Dividido en tres partes, una película (a falta de mejor nombre), una instalación y un relato en off, Del Este es un ejercicio de memoria rodado en Alemania, Polonia, Moscú y el campo ruso. El efecto es el de desenrollar lentamente una tira de fotos. Es una acumulación sucesiva de cosas, todo lo que, según la directora, la conmueve: “Rostros, calles que terminan; autos que pasan; estaciones y llanuras; ríos y mares; riachos y arroyos; árboles y bosques. Campos y fábricas, y de nuevo caras; comida; interiores; mujeres y hombres que pasan o que se detienen, sentados o de pie. Días y noches; lluvia y viento; nieve y primavera”. Escenas comunes y corrientes de la vida en la ex URSS que, sin embargo, bajo la cámara de Ackerman, se vuelven extrañas, tan extrañas como dentro de millones de años parecerán todas las cosas ocurridas en un planeta llamado Tierra.

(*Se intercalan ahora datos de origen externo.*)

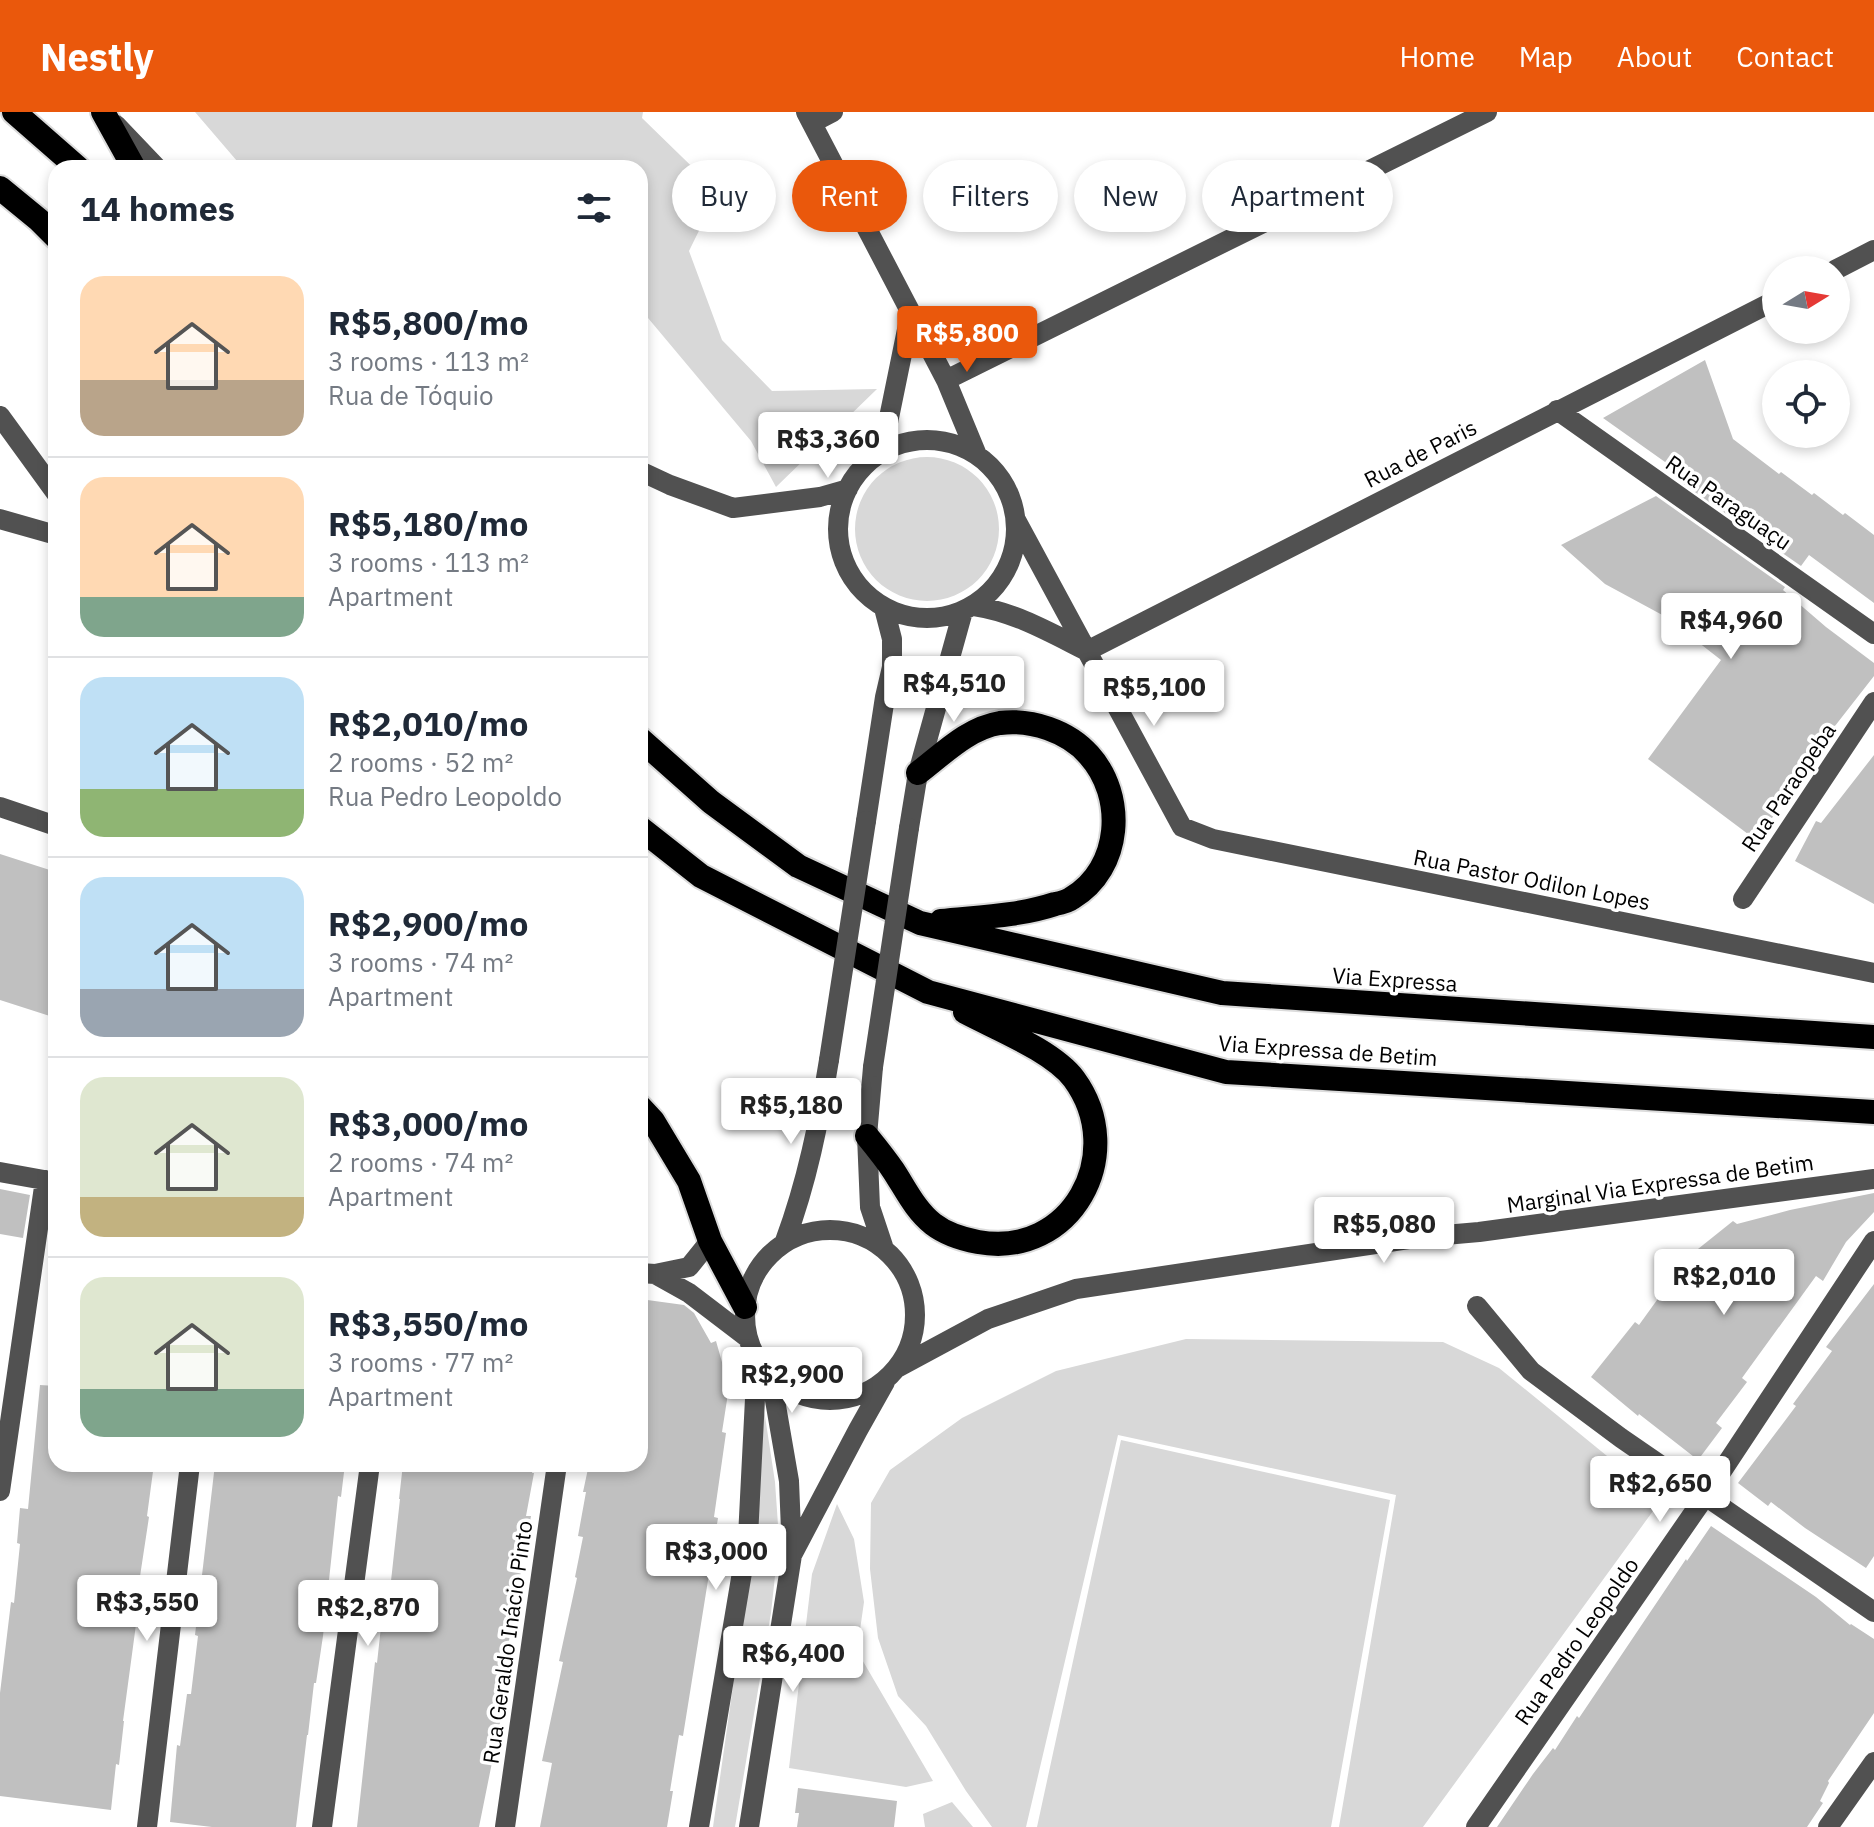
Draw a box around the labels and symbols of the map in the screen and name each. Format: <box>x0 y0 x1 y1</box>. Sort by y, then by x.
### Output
north arrow <box>1762 256 1850 344</box>
pin: R$5,800 <box>893 306 1041 374</box>
pin: R$3,360 <box>754 412 902 480</box>
street label: Rua de Paris <box>1359 412 1481 494</box>
street label: Rua Paraguaçu <box>1660 448 1798 556</box>
pin: R$4,960 <box>1657 593 1805 661</box>
pin: R$4,510 <box>880 656 1028 724</box>
pin: R$5,100 <box>1080 660 1228 728</box>
street label: Rua Paraopeba <box>1734 717 1842 857</box>
street label: Rua Pastor Odilon Lopes <box>1411 842 1653 916</box>
street label: Via Expressa <box>1331 960 1459 998</box>
street label: Via Expressa de Betim <box>1217 1028 1439 1072</box>
pin: R$5,180 <box>717 1078 865 1146</box>
street label: Marginal Via Expressa de Betim <box>1505 1147 1815 1219</box>
pin: R$5,080 <box>1310 1197 1458 1265</box>
pin: R$2,010 <box>1650 1249 1798 1317</box>
pin: R$2,900 <box>718 1347 866 1415</box>
pin: R$2,650 <box>1586 1456 1734 1524</box>
street label: Rua Geraldo Inácio Pinto <box>476 1519 538 1765</box>
pin: R$3,000 <box>642 1524 790 1592</box>
street label: Rua Pedro Leopoldo <box>1507 1552 1645 1730</box>
pin: R$3,550 <box>73 1575 221 1643</box>
pin: R$2,870 <box>294 1580 442 1648</box>
pin: R$6,400 <box>719 1626 867 1694</box>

En Del Este, la película, los planos secuencia, estirados como chicles, y el sonido desarticulado de bocinas y motores, transmiten mejor que cualquier documental sobre Chernobyl la sensación de catástrofe recién ocurrida o por ocurrir. Es devastador. A medida que el plano se prolonga uno se va quedando sin aire, cada vez menos. “Creo que hay un tipo de violencia en el modo en que utilizo el tiempo en mis películas”, explica Ackerman. “Una violencia sutil, no la de una explosión sino la de una implosión. Es un acto brutal ese de empujar un plano hasta lo insoportable.”
La cámara es implacable, tanto que obliga a una atención flotante. Un tipo de mirada que pueda sumergirse, pero también salir a flote, a respirar. Una fila interminable de personas espera un autobús en la nieve, el frío quema las mejillas; multitudes con sus sombreros de piel como pájaros locos esperan aburridas en una estación, y en otra y en otra, hasta que todas parecen la misma; en un interior, estrecho hasta la asfixia, una mujer con gesto neurótico corta mecánicamente el salame sobre una mesita. Como ese “Vamos” final de Beckett donde nadie se mueve, en la película de Ackerman nunca se sabe qué hace toda esa gente ahí ni hacia dónde va. Pero probablemente si a la salida del cine uno se tomara un avión, al bajarse la encontraría ahí, aún esperando.
Los rostros mudos que Ackerman filma hasta la obsesión no están ahí para ser leídos sino para hacer palpable principalmente eso que pasa sobre ellos sin detenerse: el tiempo. “Para la mayoría de las personas el mayor cumplido en una película es decir: ‘No me di cuenta del paso del tiempo’. A mí me interesa que eso se sienta. Al sentir el paso del tiempo nos sentimos a nosotros. Es el momento en que uno siente su existencia.” Los rostros de Ackerman son de una humanidad conmovedora, rostros “que en cuanto se los aísla de la masa, expresan algo todavía intacto y generalmente contrario a esa uniformidad”, pero también rostros-pared,infranqueables como edificios. “¿Cuánto tiempo debo mostrar una calle hasta que comience a ser algo más que sólo un pedazo de información? ¿Para ir de lo concreto a lo abstracto y volver a lo concreto?”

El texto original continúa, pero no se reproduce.